Quick thoughts on the EDPB data transfer guidance. Parts of the opinion still seem to lack coherence.
edpb.europa.eu/news/news/2021…
Some breathed a sigh of relief that direct data collection from individuals won't require a transfer mechanism. Alas, the next transfer will require one, even if it's entirely outside the EU. So while excused from one data transfer mechanism, you may be subject to a dozen others.
Apparently, the EDPB chose a “geographic” approach to defining data transfers (it’s a transfer once data leaves the EU, even if the importer is subject to GDPR) over a “jurisdictional” approach (it’s a transfer only if the importer isn’t subject to GDPR). BUT....

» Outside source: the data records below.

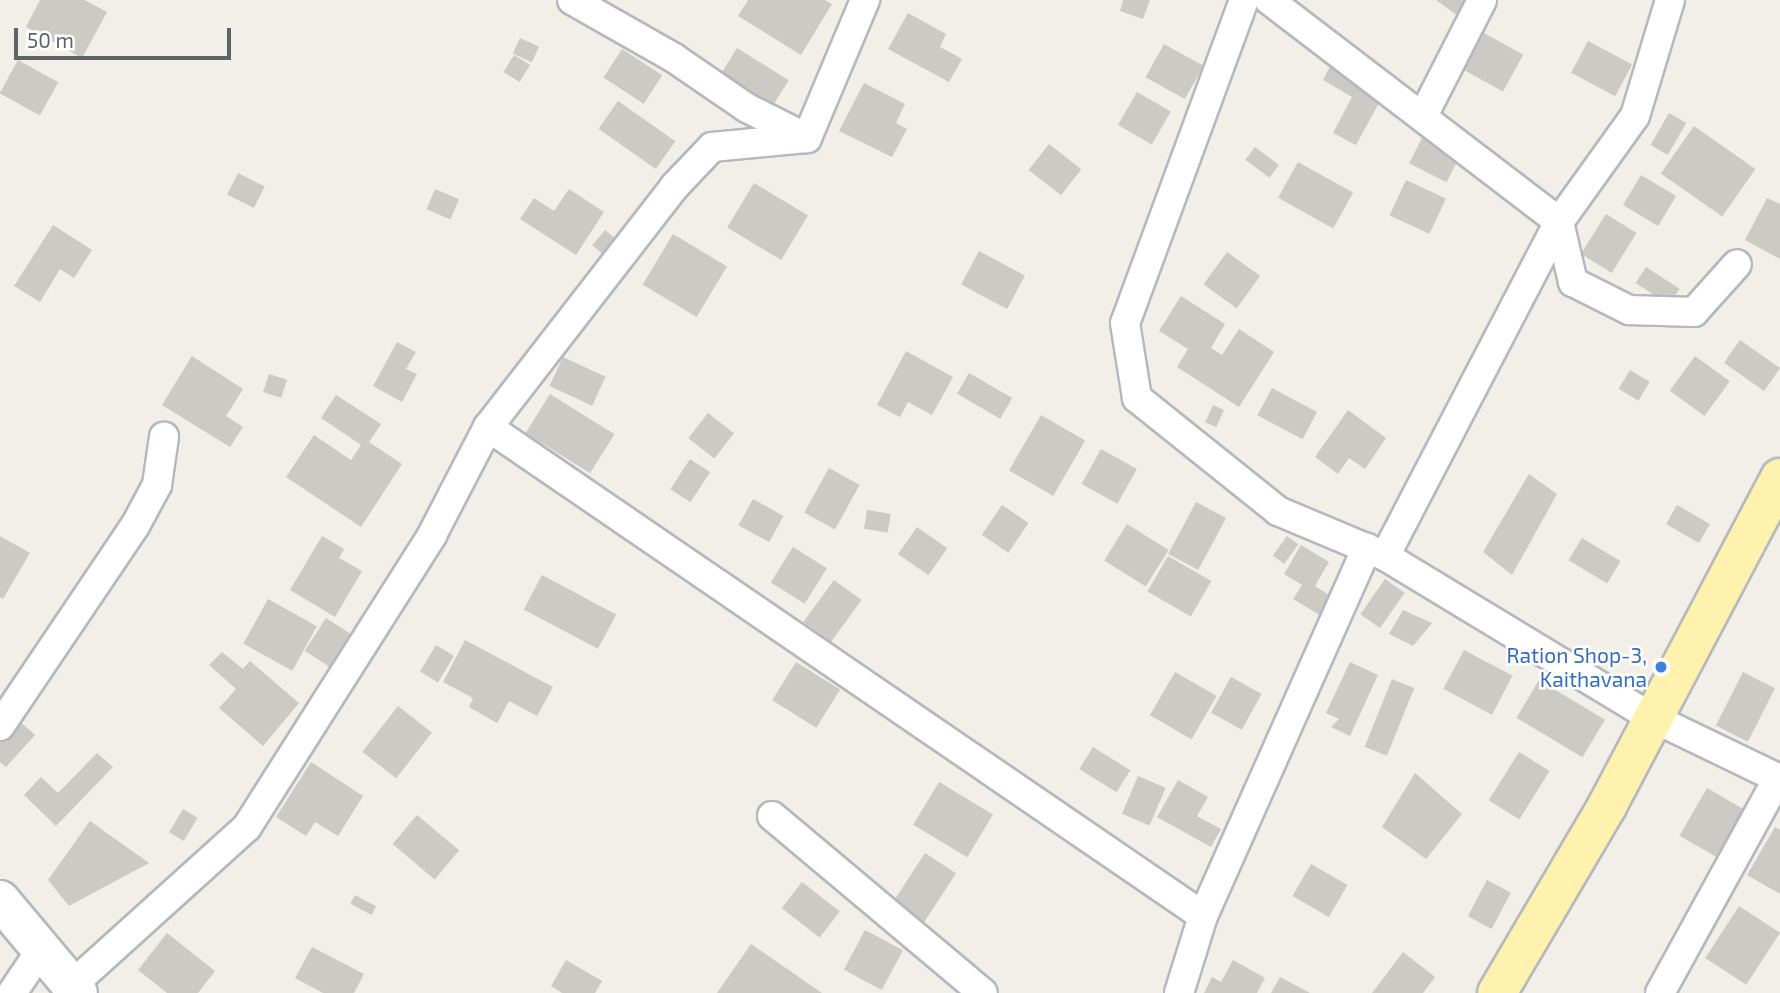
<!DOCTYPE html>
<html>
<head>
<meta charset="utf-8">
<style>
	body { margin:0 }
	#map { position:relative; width:1780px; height:993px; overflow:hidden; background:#f1efe8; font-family:"Exo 2",sans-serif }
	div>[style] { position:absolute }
	.building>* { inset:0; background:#cccac5; transform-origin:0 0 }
	.roads { filter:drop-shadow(2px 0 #b5b8bc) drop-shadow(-2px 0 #b5b8bc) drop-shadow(0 2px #b5b8bc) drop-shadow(0 -2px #b5b8bc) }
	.minor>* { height:28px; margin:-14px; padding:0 14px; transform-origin:14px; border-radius:14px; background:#fff }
	.secondary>* { height:38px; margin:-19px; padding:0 19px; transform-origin:19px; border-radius:19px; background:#fff }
	.primary>* { height:38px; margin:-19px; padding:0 19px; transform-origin:19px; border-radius:19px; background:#fff2af }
	.dots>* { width:19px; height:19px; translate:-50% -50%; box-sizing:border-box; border:4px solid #fff; border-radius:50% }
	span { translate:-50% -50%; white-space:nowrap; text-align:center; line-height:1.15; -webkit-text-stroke:5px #fff; paint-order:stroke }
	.shop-label { font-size:21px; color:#366cbe }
	.right { translate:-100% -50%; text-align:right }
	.scale { position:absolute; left:14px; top:28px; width:217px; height:32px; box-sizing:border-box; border:4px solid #5f6368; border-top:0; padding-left:9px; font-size:21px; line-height:24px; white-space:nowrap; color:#5f6368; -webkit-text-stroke:5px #fff; paint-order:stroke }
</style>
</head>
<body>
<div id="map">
	<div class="building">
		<div style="clip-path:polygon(40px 0,85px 0,107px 12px,82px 58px,26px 27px)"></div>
		<div style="clip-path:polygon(748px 0,825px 0,832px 4px,801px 55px,738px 16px)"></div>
		<div style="clip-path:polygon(1123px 0,1150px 0,1143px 19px,1120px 11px)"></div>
		<div style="clip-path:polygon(1436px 0,1469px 0,1458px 16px)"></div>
		<div style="clip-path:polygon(908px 13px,946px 34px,940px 47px,962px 59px,949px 82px,888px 49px)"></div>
		<div style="left:1484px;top:33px;width:45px;height:42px;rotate:29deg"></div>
		<div style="left:520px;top:38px;width:21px;height:17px;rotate:25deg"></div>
		<div style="left:1588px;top:41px;width:50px;height:36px;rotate:28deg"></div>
		<div style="left:1164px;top:44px;width:45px;height:38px;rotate:29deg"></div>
		<div style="left:737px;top:48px;width:61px;height:33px;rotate:32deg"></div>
		<div style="left:622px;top:49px;width:48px;height:34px;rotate:33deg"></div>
		<div style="left:514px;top:55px;width:19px;height:20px;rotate:32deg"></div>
		<div style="left:18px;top:60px;width:46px;height:38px;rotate:29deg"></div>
		<div style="clip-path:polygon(1333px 61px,1386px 90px,1356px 145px,1333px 133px,1352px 97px,1323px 80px)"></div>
		<div style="clip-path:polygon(864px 83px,905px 104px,896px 123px,907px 129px,892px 157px,839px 131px)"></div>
		<div style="left:1137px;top:92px;width:39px;height:38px;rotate:30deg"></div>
		<div style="left:618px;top:101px;width:70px;height:34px;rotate:35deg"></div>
		<div style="left:1669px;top:113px;width:20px;height:37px;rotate:30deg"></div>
		<div style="left:1694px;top:126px;width:75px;height:58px;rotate:35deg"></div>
		<div style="left:1425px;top:132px;width:42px;height:35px;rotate:27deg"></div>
		<div style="left:1049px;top:144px;width:41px;height:33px;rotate:38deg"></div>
		<div style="left:1255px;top:147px;width:30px;height:16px;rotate:37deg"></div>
		<div style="left:1298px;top:162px;width:63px;height:41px;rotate:29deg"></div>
		<div style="left:238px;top:173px;width:30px;height:24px;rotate:27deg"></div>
		<div style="left:1641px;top:175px;width:41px;height:35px;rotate:31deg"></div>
		<div style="left:1406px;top:180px;width:44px;height:39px;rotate:25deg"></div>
		<div style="left:754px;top:183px;width:63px;height:52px;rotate:31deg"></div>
		<div style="left:435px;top:189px;width:26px;height:22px;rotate:23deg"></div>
		<div style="clip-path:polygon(569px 189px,604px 212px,576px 255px,520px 219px,534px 198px,554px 211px)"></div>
		<div style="clip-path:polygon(1767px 198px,1780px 204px,1780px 259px,1745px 240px)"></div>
		<div style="left:1606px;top:214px;width:36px;height:47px;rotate:32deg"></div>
		<div style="clip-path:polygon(53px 225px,92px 250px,74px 278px,60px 269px,40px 302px,14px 286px)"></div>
		<div style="left:605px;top:230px;width:16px;height:20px;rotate:40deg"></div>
		<div style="left:673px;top:234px;width:63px;height:59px;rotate:31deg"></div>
		<div style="left:979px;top:251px;width:52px;height:38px;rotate:28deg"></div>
		<div style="left:1227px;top:252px;width:41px;height:40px;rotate:36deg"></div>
		<div style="left:1646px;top:267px;width:40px;height:19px;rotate:33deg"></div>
		<div style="clip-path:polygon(1181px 296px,1225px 324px,1211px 348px,1222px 355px,1239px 329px,1274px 352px,1239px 407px,1177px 367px,1188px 349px,1159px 331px)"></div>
		<div style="left:1740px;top:340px;width:49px;height:28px;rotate:35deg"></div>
		<div style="clip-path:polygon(397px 342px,416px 352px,406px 369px,417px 374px,402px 402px,373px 386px)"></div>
		<div style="clip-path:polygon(906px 351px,953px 377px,932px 415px,908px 402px,900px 417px,877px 405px)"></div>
		<div style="clip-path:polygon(192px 356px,243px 389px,226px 416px,243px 427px,230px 447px,162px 405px)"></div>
		<div style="left:1695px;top:356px;width:43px;height:43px;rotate:36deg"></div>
		<div style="left:563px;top:357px;width:47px;height:32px;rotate:25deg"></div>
		<div style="left:1630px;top:370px;width:23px;height:22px;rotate:31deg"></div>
		<div style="left:969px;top:373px;width:50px;height:24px;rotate:30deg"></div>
		<div style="left:269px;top:374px;width:19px;height:19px;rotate:18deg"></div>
		<div style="left:1272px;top:388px;width:51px;height:31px;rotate:28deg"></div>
		<div style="left:550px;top:394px;width:76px;height:46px;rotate:32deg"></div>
		<div style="clip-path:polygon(336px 395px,381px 424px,369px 442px,402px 464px,361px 527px,286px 477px,314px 435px,351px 460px,361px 445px,321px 418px)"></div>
		<div style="left:1213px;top:405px;width:12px;height:19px;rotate:24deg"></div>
		<div style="clip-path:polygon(1348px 410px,1386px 438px,1365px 469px,1349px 458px,1338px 474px,1315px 457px)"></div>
		<div style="left:708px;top:413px;width:33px;height:32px;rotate:38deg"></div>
		<div style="left:1041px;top:415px;width:51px;height:64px;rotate:30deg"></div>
		<div style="left:1101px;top:449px;width:41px;height:40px;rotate:29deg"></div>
		<div style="left:690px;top:459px;width:24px;height:36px;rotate:33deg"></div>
		<div style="left:829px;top:468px;width:35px;height:51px;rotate:29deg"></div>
		<div style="clip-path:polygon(1529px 474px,1557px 494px,1512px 575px,1483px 552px)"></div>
		<div style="left:753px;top:499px;width:35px;height:30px;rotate:29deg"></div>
		<div style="left:1196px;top:502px;width:34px;height:59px;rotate:28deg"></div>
		<div style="left:1002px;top:505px;width:32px;height:36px;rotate:34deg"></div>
		<div style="left:1677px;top:505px;width:38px;height:22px;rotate:30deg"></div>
		<div style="left:867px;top:510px;width:24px;height:19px;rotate:9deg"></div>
		<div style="left:1127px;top:524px;width:49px;height:43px;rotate:32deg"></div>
		<div style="left:917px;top:527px;width:37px;height:33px;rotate:35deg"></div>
		<div style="clip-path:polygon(0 536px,30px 553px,3px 599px,0 597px)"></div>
		<div style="clip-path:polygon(322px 536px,344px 549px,339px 558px,362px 571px,335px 617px,290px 590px)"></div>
		<div style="left:1287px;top:536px;width:14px;height:24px;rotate:36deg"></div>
		<div style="left:1582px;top:538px;width:45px;height:26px;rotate:31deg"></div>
		<div style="clip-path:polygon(1301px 545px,1329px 562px,1315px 586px,1334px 598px,1323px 617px,1293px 599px,1302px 585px,1284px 574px)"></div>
		<div style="left:793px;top:547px;width:40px;height:42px;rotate:32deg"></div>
		<div style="left:1168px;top:556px;width:50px;height:41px;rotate:30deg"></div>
		<div style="left:542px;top:575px;width:84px;height:39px;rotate:28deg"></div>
		<div style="left:1385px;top:579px;width:24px;height:43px;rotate:35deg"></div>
		<div style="left:834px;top:580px;width:34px;height:52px;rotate:36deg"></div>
		<div style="left:268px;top:599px;width:56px;height:51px;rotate:29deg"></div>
		<div style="clip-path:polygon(1403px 610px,1432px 623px,1413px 646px,1389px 634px)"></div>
		<div style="left:326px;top:618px;width:40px;height:39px;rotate:33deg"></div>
		<div style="clip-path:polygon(465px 640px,553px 687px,537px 716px,509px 701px,497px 723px,469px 707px,473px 698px,443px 682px)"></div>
		<div style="left:436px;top:645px;width:21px;height:31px;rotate:31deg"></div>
		<div style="left:1464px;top:650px;width:55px;height:44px;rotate:28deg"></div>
		<div style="clip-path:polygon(222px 652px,243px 669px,250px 661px,299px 703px,263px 746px,219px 708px,236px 689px,209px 665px)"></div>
		<div style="left:796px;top:662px;width:52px;height:45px;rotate:32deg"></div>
		<div style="clip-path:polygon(1350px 662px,1378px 675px,1350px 736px,1331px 727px,1339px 719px,1326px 713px)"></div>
		<div style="left:1175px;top:672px;width:48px;height:50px;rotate:30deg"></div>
		<div style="left:1743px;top:672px;width:36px;height:60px;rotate:27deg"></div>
		<div style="left:1231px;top:677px;width:35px;height:41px;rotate:29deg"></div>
		<div style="left:1392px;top:679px;width:24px;height:73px;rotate:22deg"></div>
		<div style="left:1539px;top:680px;width:77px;height:44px;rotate:31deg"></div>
		<div style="left:398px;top:706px;width:43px;height:58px;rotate:38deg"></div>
		<div style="clip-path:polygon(16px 718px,35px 735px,6px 767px,0 762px,0 737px)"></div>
		<div style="left:1093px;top:747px;width:44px;height:26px;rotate:32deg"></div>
		<div style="left:1519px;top:752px;width:36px;height:57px;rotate:32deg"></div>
		<div style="clip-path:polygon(97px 753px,113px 767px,56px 826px,24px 795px,41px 777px,58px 793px)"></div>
		<div style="clip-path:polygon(311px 762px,363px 796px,338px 836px,315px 822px,306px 836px,276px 817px)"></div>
		<div style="clip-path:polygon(1415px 773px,1462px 814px,1426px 859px,1382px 827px)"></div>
		<div style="left:1138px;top:776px;width:30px;height:41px;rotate:23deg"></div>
		<div style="clip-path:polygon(1178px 780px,1208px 797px,1197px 816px,1221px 829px,1211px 847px,1157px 817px)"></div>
		<div style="left:939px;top:782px;width:63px;height:50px;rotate:31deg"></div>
		<div style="left:1707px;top:788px;width:48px;height:55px;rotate:30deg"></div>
		<div style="left:183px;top:809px;width:17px;height:27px;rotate:31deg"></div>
		<div style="left:417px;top:815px;width:55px;height:38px;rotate:40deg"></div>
		<div style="clip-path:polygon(90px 821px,149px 863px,69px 906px,48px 880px)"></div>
		<div style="clip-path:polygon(1775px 827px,1780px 830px,1780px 894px,1747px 875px)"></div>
		<div style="left:925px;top:853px;width:37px;height:63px;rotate:33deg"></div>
		<div style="left:1311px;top:864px;width:42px;height:37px;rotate:30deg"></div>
		<div style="left:1487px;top:880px;width:27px;height:41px;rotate:28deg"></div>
		<div style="left:802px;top:882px;width:48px;height:33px;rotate:38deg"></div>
		<div style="left:355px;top:895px;width:24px;height:10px;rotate:28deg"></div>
		<div style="left:1739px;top:906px;width:49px;height:62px;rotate:33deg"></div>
		<div style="left:865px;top:930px;width:43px;height:45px;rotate:28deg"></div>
		<div style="clip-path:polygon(167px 933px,215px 971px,198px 993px,167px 993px,138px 970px)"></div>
		<div style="clip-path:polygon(751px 944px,822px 993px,717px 993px)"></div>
		<div style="clip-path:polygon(312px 947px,364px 974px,354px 993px,323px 993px,295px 978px)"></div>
		<div style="clip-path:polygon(1403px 952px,1435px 977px,1423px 993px,1372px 993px)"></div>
		<div style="clip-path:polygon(566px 960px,602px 981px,595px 993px,562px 993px,551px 986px)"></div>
		<div style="clip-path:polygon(1233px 960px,1265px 978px,1257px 993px,1204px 993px,1212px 977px,1221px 982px)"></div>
		<div style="clip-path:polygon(1280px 977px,1310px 993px,1271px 993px)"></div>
	</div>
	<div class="roads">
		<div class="minor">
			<div style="left:572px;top:0;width:117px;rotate:29.6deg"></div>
			<div style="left:674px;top:58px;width:88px;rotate:34.4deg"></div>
			<div style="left:747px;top:108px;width:67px;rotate:26.6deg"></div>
			<div style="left:1244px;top:0;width:344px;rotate:110.2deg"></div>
			<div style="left:1125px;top:323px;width:76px;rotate:80.9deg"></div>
			<div style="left:1137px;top:398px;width:181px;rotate:38.7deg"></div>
			<div style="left:1278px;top:511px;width:116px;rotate:22.8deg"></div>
			<div style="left:1385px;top:556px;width:311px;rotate:31.2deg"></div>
			<div style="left:1651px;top:717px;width:143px;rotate:25.7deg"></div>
			<div style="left:1269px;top:0;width:365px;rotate:37.4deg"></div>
			<div style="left:1559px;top:222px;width:130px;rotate:-54.4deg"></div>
			<div style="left:1635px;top:116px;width:121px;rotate:-73.2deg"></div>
			<div style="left:1423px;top:116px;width:130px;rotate:-63deg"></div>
			<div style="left:1559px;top:222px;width:62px;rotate:76.9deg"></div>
			<div style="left:1573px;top:282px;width:63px;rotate:26.6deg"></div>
			<div style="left:1629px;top:310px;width:65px;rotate:1.8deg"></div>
			<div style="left:1694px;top:312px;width:64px;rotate:-48.1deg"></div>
			<div style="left:488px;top:427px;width:866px;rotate:34.37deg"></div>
			<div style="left:1385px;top:556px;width:377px;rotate:-62.5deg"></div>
			<div style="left:0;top:726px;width:241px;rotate:-56deg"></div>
			<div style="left:135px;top:526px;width:47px;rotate:-61.8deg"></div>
			<div style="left:157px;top:485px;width:49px;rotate:-81.7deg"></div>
			<div style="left:772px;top:816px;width:275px;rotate:40deg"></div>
			<div style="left:71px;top:986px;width:237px;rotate:-42.1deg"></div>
			<div style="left:247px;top:827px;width:346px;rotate:-57.6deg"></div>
			<div style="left:432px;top:535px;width:122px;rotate:-62.6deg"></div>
			<div style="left:488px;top:427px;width:304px;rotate:-52.2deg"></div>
			<div style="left:674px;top:187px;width:55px;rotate:-46.5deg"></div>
			<div style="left:712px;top:147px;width:95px;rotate:-5.4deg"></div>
			<div style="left:807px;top:138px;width:150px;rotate:-67.2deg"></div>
			<div style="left:12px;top:993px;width:52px;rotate:-56deg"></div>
			<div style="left:1179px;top:993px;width:81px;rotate:-72.7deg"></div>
			<div style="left:1203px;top:916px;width:403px;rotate:-66deg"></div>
			<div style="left:1660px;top:993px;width:245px;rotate:-61.2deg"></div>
		</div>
		<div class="secondary">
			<div style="left:0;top:900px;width:121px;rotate:50deg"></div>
		</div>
		<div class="primary">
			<div style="left:1497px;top:993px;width:217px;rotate:-59.5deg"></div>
			<div style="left:1607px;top:806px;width:371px;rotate:-62.2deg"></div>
		</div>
	</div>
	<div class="dots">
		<div style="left:1661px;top:667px;background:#3f7fe0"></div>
	</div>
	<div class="shop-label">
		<span class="right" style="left:1647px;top:667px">Ration Shop-3,<br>Kaithavana</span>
	</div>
	<div class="scale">50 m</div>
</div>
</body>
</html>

Actually, the EDPB approach is more muddled. Consider this: a non-EU (say, US) company subject to GDPR (say, a publisher) will now need a data transfer mechanism for transfers to its processors/business partners in the US!
What’s “geographic” about this approach then? It requires a cross border transfer mechanism for transfers of data from one US entity to another. The data never cross a geographic border.
A further complication is that no SCCs exist for transfers from EU to an importer directly subject to GDPR. The COM will need to set forth a new set of SCCs. And companies will need to determine which set to adopt based on an assessment of applicable law. That's tough.
Moreover, the EDPB suggests that government access risks should now be weighed in assessing Article 32 security mechanisms. So even without a transfer, "supplementary measures" may be needed.
Finally, the guidelines state that crossborder data disclosure/access within the same organization is not a data transfer. (e.g., employee accessing data from abroad). But that’s only true within a single entity. What is an entity and where is it based are complicated questions.